Judging from the letters we've been receiving lately, an awful lot of our readers seemed to like the review of the Quantec Room Simulator last month. Interest in such 'glamorous' devices is only to be expected, when you begin to think about it. It's a bit like those people who buy glossy, coloured car magazines because they like to read about Ferrari's and Porsche's. So, to satiate their needs further, this month we're looking at another top flight product — the AMS RMX-16 Digital Reverb.
Perhaps the title of the magazine this month should have been 'Home Studio Workshop', for this issue has a heavy bias towards practical articles both large and small - from a full-blown reverb plate to a simple 1 kiloherz test tone oscillator for lining up your tape recorder and mixing desk. This is a good example, actually, of a vital process that should be undertaken whenever important recordings are to be made. The same goes for tape head demagnetising, yet many recordists are blissfully unaware of their importance in the chain of events that make up the recording process.

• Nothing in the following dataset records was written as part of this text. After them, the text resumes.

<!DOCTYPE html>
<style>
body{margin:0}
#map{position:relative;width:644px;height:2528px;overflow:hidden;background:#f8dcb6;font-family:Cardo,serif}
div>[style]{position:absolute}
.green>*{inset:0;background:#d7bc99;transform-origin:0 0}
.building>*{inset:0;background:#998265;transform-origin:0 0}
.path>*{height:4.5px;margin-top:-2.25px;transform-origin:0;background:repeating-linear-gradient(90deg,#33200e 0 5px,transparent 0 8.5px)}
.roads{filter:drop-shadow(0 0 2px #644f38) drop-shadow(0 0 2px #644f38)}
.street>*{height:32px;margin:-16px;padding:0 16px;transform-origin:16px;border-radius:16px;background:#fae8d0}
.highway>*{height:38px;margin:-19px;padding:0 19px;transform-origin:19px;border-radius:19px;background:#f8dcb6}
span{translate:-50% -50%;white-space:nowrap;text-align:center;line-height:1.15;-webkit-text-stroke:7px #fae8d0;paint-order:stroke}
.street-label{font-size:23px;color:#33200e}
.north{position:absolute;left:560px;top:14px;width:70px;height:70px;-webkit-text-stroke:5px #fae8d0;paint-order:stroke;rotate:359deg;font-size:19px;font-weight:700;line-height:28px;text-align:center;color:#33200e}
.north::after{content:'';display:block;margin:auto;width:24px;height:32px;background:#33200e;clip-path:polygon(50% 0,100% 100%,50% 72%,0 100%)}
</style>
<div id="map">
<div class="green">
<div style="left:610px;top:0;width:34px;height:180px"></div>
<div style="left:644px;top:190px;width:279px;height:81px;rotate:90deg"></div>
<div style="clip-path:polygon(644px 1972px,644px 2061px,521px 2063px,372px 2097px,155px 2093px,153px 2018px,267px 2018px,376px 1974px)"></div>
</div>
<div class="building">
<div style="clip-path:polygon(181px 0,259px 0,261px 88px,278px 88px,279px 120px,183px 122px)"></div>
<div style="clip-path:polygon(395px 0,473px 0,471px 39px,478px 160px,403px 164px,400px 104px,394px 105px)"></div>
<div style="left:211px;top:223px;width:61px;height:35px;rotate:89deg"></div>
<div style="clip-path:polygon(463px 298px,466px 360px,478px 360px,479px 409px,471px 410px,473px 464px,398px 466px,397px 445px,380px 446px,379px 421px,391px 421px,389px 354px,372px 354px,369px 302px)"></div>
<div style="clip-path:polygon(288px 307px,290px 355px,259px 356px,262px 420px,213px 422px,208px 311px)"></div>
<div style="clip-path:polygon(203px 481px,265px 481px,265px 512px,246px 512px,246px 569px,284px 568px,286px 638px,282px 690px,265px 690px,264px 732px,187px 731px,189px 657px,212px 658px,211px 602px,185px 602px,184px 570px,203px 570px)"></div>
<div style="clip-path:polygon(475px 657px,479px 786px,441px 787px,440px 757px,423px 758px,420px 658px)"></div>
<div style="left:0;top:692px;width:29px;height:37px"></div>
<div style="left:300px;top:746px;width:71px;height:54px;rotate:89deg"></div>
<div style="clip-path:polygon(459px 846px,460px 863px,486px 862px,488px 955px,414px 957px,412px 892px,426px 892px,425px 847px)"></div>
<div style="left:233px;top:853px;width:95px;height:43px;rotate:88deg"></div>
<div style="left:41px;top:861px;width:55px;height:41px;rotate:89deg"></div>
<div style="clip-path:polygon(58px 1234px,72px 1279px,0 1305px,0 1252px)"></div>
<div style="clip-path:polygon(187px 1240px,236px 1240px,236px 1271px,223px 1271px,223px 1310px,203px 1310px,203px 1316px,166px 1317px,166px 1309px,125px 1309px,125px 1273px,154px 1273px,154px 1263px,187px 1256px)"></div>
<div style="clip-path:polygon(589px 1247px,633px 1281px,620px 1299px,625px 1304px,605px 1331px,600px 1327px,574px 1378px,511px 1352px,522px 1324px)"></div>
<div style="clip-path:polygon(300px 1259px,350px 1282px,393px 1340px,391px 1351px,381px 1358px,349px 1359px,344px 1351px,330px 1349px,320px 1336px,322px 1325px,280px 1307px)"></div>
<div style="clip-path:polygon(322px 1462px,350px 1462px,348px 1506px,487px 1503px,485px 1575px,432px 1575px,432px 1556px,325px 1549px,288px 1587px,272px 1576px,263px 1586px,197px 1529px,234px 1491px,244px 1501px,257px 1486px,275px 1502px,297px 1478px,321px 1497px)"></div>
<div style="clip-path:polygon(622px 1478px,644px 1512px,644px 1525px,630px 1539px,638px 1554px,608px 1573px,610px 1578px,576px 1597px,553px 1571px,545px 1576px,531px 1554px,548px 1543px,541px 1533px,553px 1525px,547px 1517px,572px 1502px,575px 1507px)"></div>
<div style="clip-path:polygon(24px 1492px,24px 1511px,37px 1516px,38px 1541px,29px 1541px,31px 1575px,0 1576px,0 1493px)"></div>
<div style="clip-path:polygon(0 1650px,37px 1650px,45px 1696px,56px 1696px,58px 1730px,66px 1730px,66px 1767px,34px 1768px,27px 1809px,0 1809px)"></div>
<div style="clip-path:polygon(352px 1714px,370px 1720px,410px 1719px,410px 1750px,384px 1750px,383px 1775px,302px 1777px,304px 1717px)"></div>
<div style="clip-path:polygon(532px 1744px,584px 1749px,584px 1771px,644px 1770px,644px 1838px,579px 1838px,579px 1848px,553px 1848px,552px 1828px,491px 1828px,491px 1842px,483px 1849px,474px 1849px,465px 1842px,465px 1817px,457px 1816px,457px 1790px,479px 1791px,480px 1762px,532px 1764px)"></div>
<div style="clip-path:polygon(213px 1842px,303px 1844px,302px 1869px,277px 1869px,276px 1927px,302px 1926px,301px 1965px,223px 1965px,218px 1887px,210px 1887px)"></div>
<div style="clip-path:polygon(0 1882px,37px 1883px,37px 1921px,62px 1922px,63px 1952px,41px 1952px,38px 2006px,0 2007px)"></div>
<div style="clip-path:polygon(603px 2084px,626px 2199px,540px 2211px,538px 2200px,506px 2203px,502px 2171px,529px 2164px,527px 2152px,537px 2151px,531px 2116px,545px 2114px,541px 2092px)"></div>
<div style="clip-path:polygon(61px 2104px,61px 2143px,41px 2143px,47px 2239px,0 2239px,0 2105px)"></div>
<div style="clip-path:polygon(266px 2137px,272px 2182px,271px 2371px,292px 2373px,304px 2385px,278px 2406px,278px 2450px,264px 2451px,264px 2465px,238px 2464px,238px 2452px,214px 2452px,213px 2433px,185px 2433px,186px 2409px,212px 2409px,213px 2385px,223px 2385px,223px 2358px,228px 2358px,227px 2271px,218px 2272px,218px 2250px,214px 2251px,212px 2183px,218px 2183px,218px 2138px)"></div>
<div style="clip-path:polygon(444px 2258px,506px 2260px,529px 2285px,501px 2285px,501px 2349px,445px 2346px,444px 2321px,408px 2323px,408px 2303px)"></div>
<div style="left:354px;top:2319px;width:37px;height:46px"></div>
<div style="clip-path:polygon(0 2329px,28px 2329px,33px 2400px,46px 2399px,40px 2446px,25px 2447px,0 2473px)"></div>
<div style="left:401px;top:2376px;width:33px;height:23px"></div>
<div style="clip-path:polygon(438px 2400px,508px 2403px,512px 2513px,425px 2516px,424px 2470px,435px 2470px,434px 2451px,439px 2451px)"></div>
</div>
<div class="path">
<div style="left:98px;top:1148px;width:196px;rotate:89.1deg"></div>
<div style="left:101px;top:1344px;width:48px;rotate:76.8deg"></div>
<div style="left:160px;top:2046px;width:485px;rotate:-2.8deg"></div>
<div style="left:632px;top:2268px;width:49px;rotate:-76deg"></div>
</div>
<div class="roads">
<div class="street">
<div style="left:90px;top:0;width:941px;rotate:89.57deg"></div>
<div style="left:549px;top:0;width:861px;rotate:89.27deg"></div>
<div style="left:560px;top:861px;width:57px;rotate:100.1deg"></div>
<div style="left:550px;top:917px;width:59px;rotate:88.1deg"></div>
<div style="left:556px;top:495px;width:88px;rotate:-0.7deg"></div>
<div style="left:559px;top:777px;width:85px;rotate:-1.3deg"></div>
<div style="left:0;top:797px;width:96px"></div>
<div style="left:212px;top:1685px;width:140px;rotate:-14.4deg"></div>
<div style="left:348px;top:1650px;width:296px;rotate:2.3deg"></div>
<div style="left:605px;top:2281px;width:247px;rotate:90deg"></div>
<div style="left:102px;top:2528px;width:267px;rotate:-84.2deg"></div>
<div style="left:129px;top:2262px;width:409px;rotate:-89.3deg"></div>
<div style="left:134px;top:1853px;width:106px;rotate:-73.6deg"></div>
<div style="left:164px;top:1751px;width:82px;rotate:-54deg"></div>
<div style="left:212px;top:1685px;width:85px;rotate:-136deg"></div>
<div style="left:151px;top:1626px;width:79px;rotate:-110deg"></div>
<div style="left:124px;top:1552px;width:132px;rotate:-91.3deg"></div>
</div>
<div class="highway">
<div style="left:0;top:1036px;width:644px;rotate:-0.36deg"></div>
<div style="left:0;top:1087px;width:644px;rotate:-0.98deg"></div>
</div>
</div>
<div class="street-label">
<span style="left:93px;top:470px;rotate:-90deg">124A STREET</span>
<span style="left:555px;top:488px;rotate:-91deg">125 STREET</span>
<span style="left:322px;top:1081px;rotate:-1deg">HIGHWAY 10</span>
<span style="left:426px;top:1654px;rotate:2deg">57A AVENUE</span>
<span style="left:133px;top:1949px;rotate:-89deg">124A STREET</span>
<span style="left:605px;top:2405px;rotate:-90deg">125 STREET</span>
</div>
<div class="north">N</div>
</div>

To set things right HSR, in its coming editions, shall endeavour to explain the techniques involved, for a thorough understanding that will hopefully result in improved recordings all round.
Whoever would have thought that a microphone, once the preserve of the rich studios, would eventually be available for under 10% of the original's cost? Well that is the case with the 'Realistic' Pressure Zone Microphone reviewed in this issue. Undeniably a pure copy of the classic Crown/Amcron PZM original, it sells for the ridiculously low price of £19.95 from local Tandy stores. With the published modification to turn it to balanced operation that we've included with the review, the 'Realistic' begins to live up to its name. Does this mean that we can look forward to a £50 Fostex 8-track copy in the very near future?

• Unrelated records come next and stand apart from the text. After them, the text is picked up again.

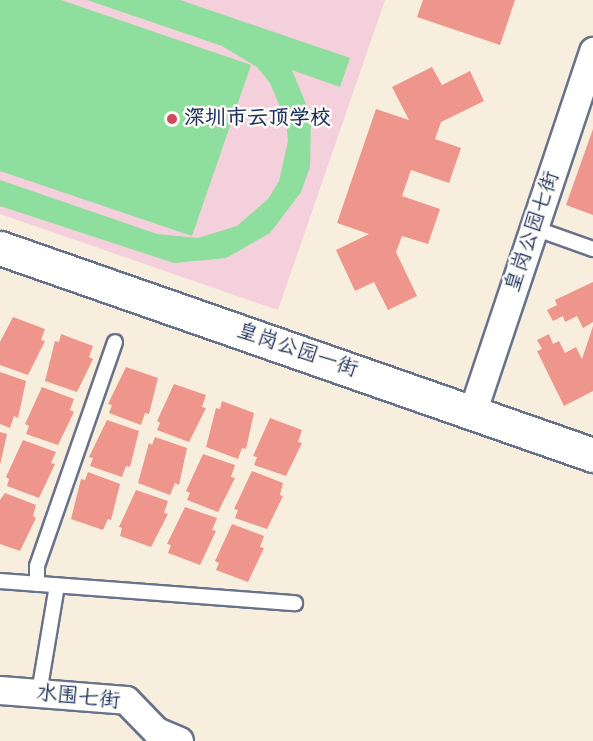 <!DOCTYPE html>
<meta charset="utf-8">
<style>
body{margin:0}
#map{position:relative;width:593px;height:741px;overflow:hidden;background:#f7eedd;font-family:"Indie Flower","LXGW WenKai TC",sans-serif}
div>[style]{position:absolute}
.built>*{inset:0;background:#f4cfdc}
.green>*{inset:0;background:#8ede9d}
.building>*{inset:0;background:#ee958c}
.roads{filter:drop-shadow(2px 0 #68728a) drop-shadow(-2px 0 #68728a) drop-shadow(0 2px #68728a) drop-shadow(0 -2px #68728a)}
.lane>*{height:14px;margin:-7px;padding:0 7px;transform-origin:7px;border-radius:7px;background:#fff}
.street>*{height:27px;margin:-13.5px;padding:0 13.5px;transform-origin:13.5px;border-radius:13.5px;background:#fff}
.secondary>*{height:33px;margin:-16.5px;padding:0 16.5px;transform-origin:16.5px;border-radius:16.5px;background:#fff}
.dots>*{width:16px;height:16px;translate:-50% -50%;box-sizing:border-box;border:3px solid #fdfcf7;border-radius:50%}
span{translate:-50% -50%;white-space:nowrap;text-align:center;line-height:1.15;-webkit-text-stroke:5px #fdfcf7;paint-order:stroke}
.poi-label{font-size:21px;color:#1b2f5e;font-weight:700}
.left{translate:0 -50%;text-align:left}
.street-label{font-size:21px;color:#1b2f5e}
</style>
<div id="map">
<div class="built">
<div style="clip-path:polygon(0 0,385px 0,278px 310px,0 214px)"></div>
</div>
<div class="green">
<div style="clip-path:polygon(0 0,61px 0,251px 65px,192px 236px,0 171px)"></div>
<div style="clip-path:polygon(87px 0,180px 0,350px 58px,340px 87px,292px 70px,311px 116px,310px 167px,301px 192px,270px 233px,226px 258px,174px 263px,0 206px,0 180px,157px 234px,198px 238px,237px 226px,268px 199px,279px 181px,288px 141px,286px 121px,270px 83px,257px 67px,222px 46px)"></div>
</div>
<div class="building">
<div style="clip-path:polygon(423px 0,515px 0,500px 45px,417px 17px)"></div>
<div style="clip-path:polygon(432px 67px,442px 85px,470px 71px,484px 101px,441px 122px,435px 139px,461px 148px,449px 183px,411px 170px,402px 196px,440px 209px,428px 244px,402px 236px,396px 252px,417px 296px,388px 310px,374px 282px,355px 291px,336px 250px,369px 234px,337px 223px,376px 109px,409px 120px,392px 87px)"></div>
<div style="clip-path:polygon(593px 129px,593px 215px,566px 205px)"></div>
<div style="clip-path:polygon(593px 282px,593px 322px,583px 328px,577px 316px,565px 322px,563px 316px,553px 321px,547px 310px,557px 305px,555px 300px)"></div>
<div style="clip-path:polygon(13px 317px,45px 329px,41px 340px,45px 341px,28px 375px,0 365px,0 342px)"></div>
<div style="clip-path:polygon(593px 326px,593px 391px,564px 406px,537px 351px,542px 349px,537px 340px,549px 334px,553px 344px,559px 341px,565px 353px,576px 347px,582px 359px)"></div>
<div style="clip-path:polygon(61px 334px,93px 346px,89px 357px,93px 359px,77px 392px,45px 381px,55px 341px,59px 342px)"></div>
<div style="clip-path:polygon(126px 367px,158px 378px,149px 414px,145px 413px,141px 425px,109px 413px,112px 405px,108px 404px)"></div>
<div style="clip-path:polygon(0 372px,26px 381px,18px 418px,14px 416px,10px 428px,0 424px)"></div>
<div style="clip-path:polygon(174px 384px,206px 395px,202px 407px,206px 408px,189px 442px,157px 430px,160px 423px,157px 421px)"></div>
<div style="clip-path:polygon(42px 387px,74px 399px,70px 410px,74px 412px,58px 445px,26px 434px,29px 426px,25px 424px)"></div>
<div style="clip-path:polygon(222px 401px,254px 413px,246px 449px,242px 448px,238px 459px,206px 447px,216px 408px,220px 409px)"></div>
<div style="clip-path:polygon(270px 418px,302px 430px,298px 442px,302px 443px,286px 476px,254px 465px,257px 457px,253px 456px)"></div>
<div style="clip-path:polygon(107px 420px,139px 431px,130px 467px,126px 466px,122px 477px,90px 466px,93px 458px,89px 457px)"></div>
<div style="clip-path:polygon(0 432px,7px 434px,0 465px)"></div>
<div style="clip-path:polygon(155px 437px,187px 448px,179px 485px,175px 483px,170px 495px,138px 483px,149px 443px,152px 445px)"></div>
<div style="clip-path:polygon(23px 440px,56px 452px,51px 463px,55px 464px,39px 498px,7px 486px,9px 479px,6px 477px)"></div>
<div style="clip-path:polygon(203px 454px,235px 465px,231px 477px,235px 478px,218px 512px,187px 500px,190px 493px,186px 491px)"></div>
<div style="clip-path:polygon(252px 471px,283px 483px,280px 495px,283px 496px,267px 529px,235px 518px,238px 510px,234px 509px)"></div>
<div style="clip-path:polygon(88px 472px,120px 484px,111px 520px,108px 519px,103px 530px,71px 519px,81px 479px,85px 480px)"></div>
<div style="clip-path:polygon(136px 490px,168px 501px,164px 513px,168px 514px,151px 547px,120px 536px,122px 528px,119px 527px)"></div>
<div style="clip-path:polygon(5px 493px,36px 505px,33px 516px,36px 518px,20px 551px,0 544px,0 500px)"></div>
<div style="clip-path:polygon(185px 507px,217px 518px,212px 530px,216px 531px,200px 565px,168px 553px,171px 545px,167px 544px)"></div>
<div style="clip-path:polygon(232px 524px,264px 536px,260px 547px,264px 548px,248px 582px,216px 570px,219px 563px,215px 561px)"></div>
</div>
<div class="roads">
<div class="lane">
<div style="left:534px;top:228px;width:63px;rotate:19.6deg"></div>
<div style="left:0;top:581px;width:296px;rotate:4.3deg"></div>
<div style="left:37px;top:584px;width:18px;rotate:-90deg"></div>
<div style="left:37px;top:566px;width:237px;rotate:-70.8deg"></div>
<div style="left:39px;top:693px;width:109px;rotate:-80.5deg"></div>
</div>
<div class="street">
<div style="left:472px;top:413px;width:382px;rotate:-71.5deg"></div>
<div style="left:0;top:690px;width:126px;rotate:4.5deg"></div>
<div style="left:126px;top:700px;width:43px;rotate:45.9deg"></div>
<div style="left:156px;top:731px;width:25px;rotate:23deg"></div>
</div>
<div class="secondary">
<div style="left:0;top:248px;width:628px;rotate:19.24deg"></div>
</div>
</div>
<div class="dots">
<div style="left:172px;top:119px;background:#d1495b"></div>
</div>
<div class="poi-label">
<span class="left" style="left:184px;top:119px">深圳市云顶学校</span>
</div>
<div class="street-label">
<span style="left:533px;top:232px;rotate:-71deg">皇岗公园七街</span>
<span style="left:297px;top:351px;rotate:19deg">皇岗公园一街</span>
<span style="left:78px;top:698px;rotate:6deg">水围七街</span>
</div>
</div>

Having returned recently from our annual visit to the Frankfurt Music Fair, it was very apparent that the next six months shall see a dramatic influx of new recording-based products into the UK from companies like Dynacord, Aria, Yamaha and Akai.
Yamaha's new products are highlighted on page 6. Their new REV1 Digital Reverb, priced unofficially around the £5000-£6000 mark, sees them entering the professional recording world with a product to match those from AMS and Quantec.
The return of Akai to the arena may be an interesting one. At Frankfurt they were displaying a combined 12 channel mixer and 12 track recorder that uses ½ inch video tape to store the information. The quoted retail price is prohibitive to most at around £5000, but appears to be extremely good value if you consider that a Fostex 16 track and mixer would cost a similar amount, yet are unable to match the Akai's specifications in terms of performance.
If it is at all possible to get our hands on the Akai machine, then you can expect a review of it within the pages of HSR a.s.a.p!